Взгляды Дикого тогда еще не определились: он твердо не знал, куда вести молодежь, что предложить ей в качестве образца. В поставленных им спектаклях двадцатых годов сталкивались эпохи и стили, быт и условность, сказка и мелодрама. В списке работ Дикого той поры мы найдем комедию Синга «Ирландский герой» (1923) и «Блоху» (1925), оперу Прокофьева «Любовь к трем апельсинам» (1927) и драму Щеглова «Пурга» (1927), «Пиноккио» по Коллоди (1923) и «Праздник в Касриловке» Шолом-Алейхема (1926) и другие. Дикий пробовал свои силы в разных жанрах, вплоть до постановок балета, работал в таких непохожих театрах, как бывш. Корша и еврейская студия Габима, с увлечением ставил Кальдерона и, в сущности, открыл для театра драматургию Вс. Вишневского. Так он бросался из стороны в сторону, но уже в этот период можно отметить некоторые характерные черты его искусства.

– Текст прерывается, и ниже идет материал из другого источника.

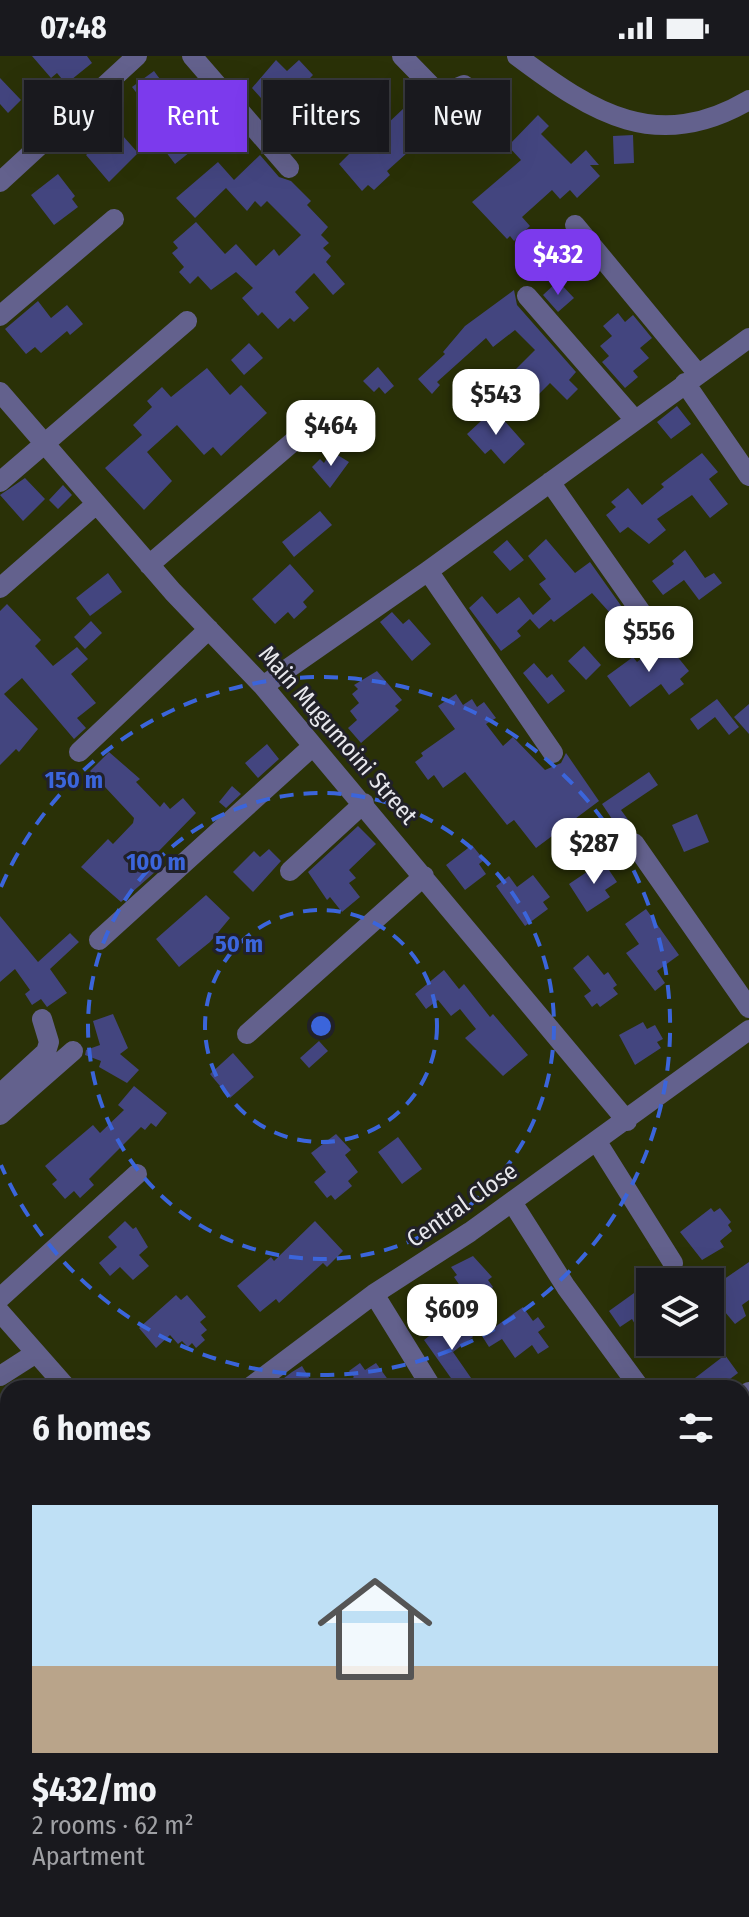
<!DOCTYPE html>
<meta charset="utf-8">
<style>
body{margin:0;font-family:"Fira Sans Condensed",sans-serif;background:#222227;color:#f1f3f6;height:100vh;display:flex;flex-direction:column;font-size:30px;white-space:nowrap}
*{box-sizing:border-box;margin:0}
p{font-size:26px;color:#9fa0a4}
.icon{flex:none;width:44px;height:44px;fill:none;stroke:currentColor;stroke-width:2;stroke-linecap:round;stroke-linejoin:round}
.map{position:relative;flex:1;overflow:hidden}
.side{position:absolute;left:0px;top:1324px;width:750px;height:538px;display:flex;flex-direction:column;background:#19191e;border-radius:24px 24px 0 0;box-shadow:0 8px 32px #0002,0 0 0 2px #37383c}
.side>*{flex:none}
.top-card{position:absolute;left:24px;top:24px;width:702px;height:72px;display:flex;gap:16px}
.tools{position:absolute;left:636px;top:1212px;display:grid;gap:16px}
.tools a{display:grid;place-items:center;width:88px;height:88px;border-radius:0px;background:#19191e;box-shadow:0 8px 32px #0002,0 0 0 2px #37383c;font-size:40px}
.price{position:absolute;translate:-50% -68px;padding:0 18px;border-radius:16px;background:#fff;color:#222;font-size:26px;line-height:52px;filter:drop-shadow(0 2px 4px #0008)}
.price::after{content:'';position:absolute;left:50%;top:48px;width:24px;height:18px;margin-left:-12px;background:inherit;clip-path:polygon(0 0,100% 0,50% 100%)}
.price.active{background:#7c3aed;color:#fff}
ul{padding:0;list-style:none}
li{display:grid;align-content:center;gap:16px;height:424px;padding:0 32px}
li+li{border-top:2px solid #37383c}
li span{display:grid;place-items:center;height:248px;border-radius:0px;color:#555}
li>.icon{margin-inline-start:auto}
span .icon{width:144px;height:144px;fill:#fffc;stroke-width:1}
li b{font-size:34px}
h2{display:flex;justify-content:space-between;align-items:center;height:96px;padding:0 32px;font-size:34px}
.chip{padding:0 28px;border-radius:0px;background:#19191e;box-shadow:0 8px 32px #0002,0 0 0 2px #37383c;font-size:28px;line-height:72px}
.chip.active{background:#7c3aed;color:#fff}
.status{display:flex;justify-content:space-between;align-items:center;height:56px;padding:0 40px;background:#19191e;direction:ltr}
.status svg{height:22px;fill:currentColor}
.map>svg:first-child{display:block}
.green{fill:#2a3107;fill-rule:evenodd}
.building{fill:#43457f}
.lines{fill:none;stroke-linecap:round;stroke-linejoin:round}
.minor{stroke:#63618d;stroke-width:20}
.ring{fill:none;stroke:#3b65db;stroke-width:4;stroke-dasharray:14 10}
.labels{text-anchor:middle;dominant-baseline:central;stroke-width:6;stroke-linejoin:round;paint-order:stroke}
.street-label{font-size:24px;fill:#e8e8ed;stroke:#212128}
.centre{fill:#3b65db;stroke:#212128;stroke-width:4}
.ring-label{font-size:24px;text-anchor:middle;font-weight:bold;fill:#3b65db;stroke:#212128;stroke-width:6;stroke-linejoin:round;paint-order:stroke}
</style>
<div class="status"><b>07:48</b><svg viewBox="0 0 49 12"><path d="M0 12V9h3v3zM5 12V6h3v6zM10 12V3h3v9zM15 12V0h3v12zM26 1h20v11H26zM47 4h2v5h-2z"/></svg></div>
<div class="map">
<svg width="749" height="1861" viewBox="0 0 749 1861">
<rect width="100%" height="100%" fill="#212128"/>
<path class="green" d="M0 0H749V1861H0ZM650 1226H710V1286H650ZM8 1332H742V1854H8Z"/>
<path class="building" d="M32 0H87L92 7 66 28 57 17 51 22Z
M276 4 287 15 299 4 313 19 308 24 325 43 334 52 340 46 352 59 346 65 366 88 404 52 428 78 387 115 390 119 374 134 368 129 362 135 339 108 352 95 332 73 327 78 301 50 289 61 276 47 270 52 252 32Z
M154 15 168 34 181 24 211 59 183 83 158 53 152 57 132 31Z
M0 22 21 44 8 57 0 48Z
M538 59 549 70 541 78 571 108 586 94 599 109H590L600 120 577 142 570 134 560 143 552 134 522 161 530 170 514 185 510 180 507 183 472 146 521 104 508 90Z
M116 72 138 97 109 126 86 99Z
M633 79 634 107 614 108 613 80Z
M180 85 190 96 175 108 166 96Z
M260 99 279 121 291 125 311 145 307 149 328 171 321 179 329 187 323 192 331 200 326 206 345 228 333 239 314 217 295 236 309 252 294 266 290 262 278 273 262 256 258 260 242 242 253 232 236 216 211 234 198 220 190 228 179 216 184 211 172 197 178 192 173 186 196 166 225 198 236 188 256 210 274 193 279 200 301 179 267 145 261 151 255 145 247 155 226 132 195 162 176 142 218 106 234 124Z
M58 118 75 140 72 143 78 151 54 169 31 139Z
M558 225 574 242 558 256 543 239Z
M514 234 517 249 576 316 569 324 578 333 567 344 550 327 538 339 514 315 535 294 515 274 493 291 486 282 437 326 440 329 432 338 418 323 445 298 443 296 465 270Z
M38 245 51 262 67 249 83 268 70 279 67 275 41 297 35 291 26 298 5 273Z
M618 257 625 266 633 259 652 282 640 292 649 302 633 315 638 321 625 332 602 306 609 300 600 290 612 280 603 270Z
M249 287 263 302 244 319 231 304Z
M378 311 394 330 385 338 379 331 374 336 363 325Z
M207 312 230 339 241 329 267 357 221 400 213 391 204 399 177 369 147 396 172 425 144 454 105 412 142 379 133 369 152 351 147 345 162 331 171 341Z
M677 350 691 368 671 383 657 366Z
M494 353 525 388 504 408 491 393 485 398 467 378Z
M331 395 349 406 330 432 312 411 320 403 324 407Z
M702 397 718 416 709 423 728 448 710 462 692 439 657 463 666 474 649 488 628 471 620 477 606 459 616 451 611 446 628 432 642 449 664 431 661 428Z
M25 422 45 443 23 465 0 439Z
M63 429 72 439 58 453 49 444Z
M320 455 332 469 294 501 282 486Z
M546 483 575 517 590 506 634 568 631 571 624 563 619 567 592 537 554 566 551 563 539 573 530 563 517 575 521 580 501 595 469 552 482 540 497 558 519 541 533 559 551 543 539 528 546 523 528 500Z
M507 484 524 504 510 515 493 496Z
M685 494 705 522 714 517 722 527 699 544 684 524 663 539 652 525 674 508 672 505Z
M290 508 314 535 303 546 307 551 294 563 288 556 275 568 252 543Z
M108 517 122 536 90 560 76 542Z
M7 548 41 584 35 590 53 610 77 591 88 603 71 618 96 647 77 662 86 672 74 683 22 622 4 638 38 673 19 696 16 693 0 709V555Z
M392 556 403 568 409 563 431 588 412 605 380 566Z
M91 565 102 577 85 593 74 581Z
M664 584 689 615 680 623 684 628 669 639 661 628 630 651 607 620 633 601 637 606Z
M584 590 601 609 586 624 568 605Z
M534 607 547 622 552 618 565 635 548 648 523 617Z
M377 615 402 644 395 650 399 654 361 687 348 672 357 664 350 655 359 647 352 638 358 633 354 629Z
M456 638 463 649 472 643 477 651 484 646 496 662 486 668 503 690 513 681 545 714 561 707 566 697 599 745 536 792 514 764 507 769 465 716 443 732 434 719 428 724 415 706 423 700 421 697 455 673 438 650Z
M717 643 739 671 729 679 715 661 698 674 690 663Z
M749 648V678L734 661Z
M267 688 279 703 258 722 245 707Z
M109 696 140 723 136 726 160 751 164 746 170 753 183 742 196 757 156 798 164 808 121 846 81 811 108 783 113 788 133 767 134 762 90 715Z
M649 716 658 729 621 754 629 765 618 772 602 748Z
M232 730 241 738 226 752 219 746Z
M697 758 709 786 684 796 672 769Z
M358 770 376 788 349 814 356 822 349 827 360 841 342 856 330 841 327 844 308 816Z
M472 789 484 804 479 808 486 818 465 834 446 809Z
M269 793 281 805 253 836 233 816 254 795 260 801Z
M603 805 617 826 605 834 610 841 587 856 569 828Z
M533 819 550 841 543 846 548 853 525 870 496 830 509 820 517 831Z
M206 839 230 862 210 886 179 911 156 883Z
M646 853 679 899 657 915 665 927 655 935 626 897 639 888 625 868Z
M0 860 38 906 70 877 79 886 50 913 67 937 47 951 41 943 32 949 25 938 30 934 15 913 0 926Z
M588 899 604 919 608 916 617 929 613 932 618 938 600 951 597 947 592 951 584 940 591 935 573 912Z
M444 914 459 933 464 928 490 961 493 958 528 999 503 1020 465 982 476 973 460 953 451 960 438 944 426 953 415 938Z
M113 958 128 992 120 998 139 1014 127 1027 99 1011 101 1005 85 999 86 994 100 989 93 965Z
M643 966 647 973 655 969 663 983 657 986 661 992 635 1009 619 979Z
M319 985 328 995 309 1012 300 1002Z
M233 997 254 1021 230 1042 210 1018Z
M134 1030 167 1057 156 1071 151 1067 145 1074 141 1071 89 1123 94 1129 80 1142 74 1135 65 1143 52 1128 57 1124 45 1110 93 1069 100 1077 124 1054 118 1049Z
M336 1078 351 1094 345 1099 358 1116 348 1125 352 1130 335 1144 331 1139 327 1142 314 1126 326 1116 311 1097Z
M398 1081 422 1113 402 1128 378 1096Z
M711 1152 714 1156 720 1152 731 1166 728 1169 732 1175 720 1185 724 1191 702 1204 680 1176Z
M125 1165 133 1173 136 1171 148 1191 139 1199 149 1210 133 1224 120 1211 110 1220 99 1207 117 1191 108 1181Z
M315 1165 343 1195 327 1211 323 1207 279 1247 276 1243 260 1256 237 1230 271 1201 274 1205Z
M473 1200 492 1221 488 1224 493 1231 473 1249 454 1221 457 1219 451 1211Z
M749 1206V1244L742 1249 746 1260 735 1268 715 1244 724 1237 717 1228Z
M641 1232 650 1245V1295L632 1263 620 1271 609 1255Z
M176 1239 181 1244 187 1239 206 1261 200 1266 207 1274 201 1279 205 1284 196 1292 192 1287 188 1291 182 1285 178 1288 170 1279 156 1292 139 1272Z
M523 1251 533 1265 538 1261 545 1271 538 1276 549 1291 538 1298 532 1289 515 1302 502 1283 489 1291 482 1280Z
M461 1264 473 1281 453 1296 478 1332H458L424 1284 446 1267 450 1273Z
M725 1299 738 1317 718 1332H682Z
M360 1307 365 1314 376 1307 394 1332H339L354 1321 349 1315Z
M302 1310 315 1332H271L292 1316Z"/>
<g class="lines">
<path class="minor" d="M192 0 289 112
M402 0 440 39 464 29
M517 0C593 57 657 98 749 44
M0 126 137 0
M575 169 698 318
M527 240 635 364
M0 260 114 163
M685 327 749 420
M0 336 173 536 263 630 627 1065
M0 426 187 265
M550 426 650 569
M149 509 295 384
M428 515 553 697
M0 532 95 449
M263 630 428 515 749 282
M79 696 209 573
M634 787 749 952
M290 815 364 747
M99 884 313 690
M247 978 424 820
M0 1038 46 996 49 986 42 963
M0 1059 73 995
M597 1086 673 1207
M512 1146 566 1231 640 1332
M374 1238 432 1332
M0 1242 137 1118
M0 1256 67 1332
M0 1320 36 1297
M249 1332 374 1238 470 1176 749 974
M742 1341 749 1336
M0 1491 8 1501
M742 1720 749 1715
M249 1854 254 1861
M714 1854 718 1861
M17 1861 27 1854
M555 1861 564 1854"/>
</g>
<g class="ring">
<circle cx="321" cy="970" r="116"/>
<circle cx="321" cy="970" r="233"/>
<path d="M1 831A349 349 0 1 1 1 1109"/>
</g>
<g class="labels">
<g class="street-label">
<text transform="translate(338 679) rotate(49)">Main Mugumoini Street</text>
<text transform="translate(462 1149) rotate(-35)">Central Close</text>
</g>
</g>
<circle cx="321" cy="970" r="12" class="centre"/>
<g class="ring-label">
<text x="74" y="732">150 m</text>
<text x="156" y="814">100 m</text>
<text x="239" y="896">50 m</text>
</g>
</svg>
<div class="tools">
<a><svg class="icon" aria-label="layers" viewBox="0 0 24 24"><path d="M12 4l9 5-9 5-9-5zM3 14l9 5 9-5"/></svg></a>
</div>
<b class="price active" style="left:558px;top:241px">$432</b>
<b class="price" style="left:496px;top:381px">$543</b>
<b class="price" style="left:331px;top:412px">$464</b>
<b class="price" style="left:649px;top:618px">$556</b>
<b class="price" style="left:594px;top:830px">$287</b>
<b class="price" style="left:452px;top:1296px">$609</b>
<div class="top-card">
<a class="chip">Buy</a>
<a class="chip active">Rent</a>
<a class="chip">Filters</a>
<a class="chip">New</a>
</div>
<section class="side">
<h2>6 homes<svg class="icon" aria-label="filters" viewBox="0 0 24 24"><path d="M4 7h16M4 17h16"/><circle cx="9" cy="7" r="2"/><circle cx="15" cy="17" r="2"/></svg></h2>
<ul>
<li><span style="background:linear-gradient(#bfe0f5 65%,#b9a48a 0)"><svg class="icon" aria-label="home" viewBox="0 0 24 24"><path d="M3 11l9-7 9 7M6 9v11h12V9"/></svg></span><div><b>$432/mo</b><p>2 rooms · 62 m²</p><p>Apartment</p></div></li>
</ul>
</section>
</div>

Прежде всего это искусство безупречного душевного здоровья.
Еще в годы ученичества трезвый и насмешливый ум Дикого уловил в могильной философии модных тогда драматургов расчет и самодовольство; это была литература на заказчика, и даже изощренная психологическая техника актеров МХАТ не могла скрыть ее фальши. Такие спектакли, как «Miserere» Юшкевича, вызывали у Дикого либо недоумение, либо недоверие. По самой природе своего таланта он был невосприимчив к изломанно утонченному, больному, пугающему своей безысходностью искусству. На этой почве и возник его конфликт с Михаилом Чеховым.
Дар импровизации, резкое, чисто гоголевское смешение трагического и комического, душевная мягкость в сочетании с беспощадностью насмешки, грация даже в ролях нарочито карикатурных придавали неповторимое обаяние искусству М. Чехова. Его игра, его щемящая, неутихающая тревога потрясали аудиторию; даже юмор М. Чехова, а он бывал безотчетно веселым, ранил души. Но большой талант актера, отравленный скептицизмом и мыслью об одиночестве и обреченности человека — песчинки в мировом круговороте, — в конце концов надломился. М. Чехов принадлежал к той группе интеллигенции, которую, по словам Ленина, ошарашил и испугал «крах старого» (Соч., т. 26, стр. 361). Ничуть не дорожа этим старым, Чехов стал цепляться за него, потому что Октябрьская революция испугала его своим размахом, ломкой всех устоев, грандиозностью социальной встряски. Он ответил на нее сперва «внутренней эмиграцией», укрывшись от бурь современности в стенах Первой студии, а потом и политической эмиграцией. Страх перед будущим стал главной темой его творчества и все сильней толкал его в сторону мистицизма — от сверхчувственной философии йогов до модных в двадцатые годы теорий теософа Рудольфа Штейнера.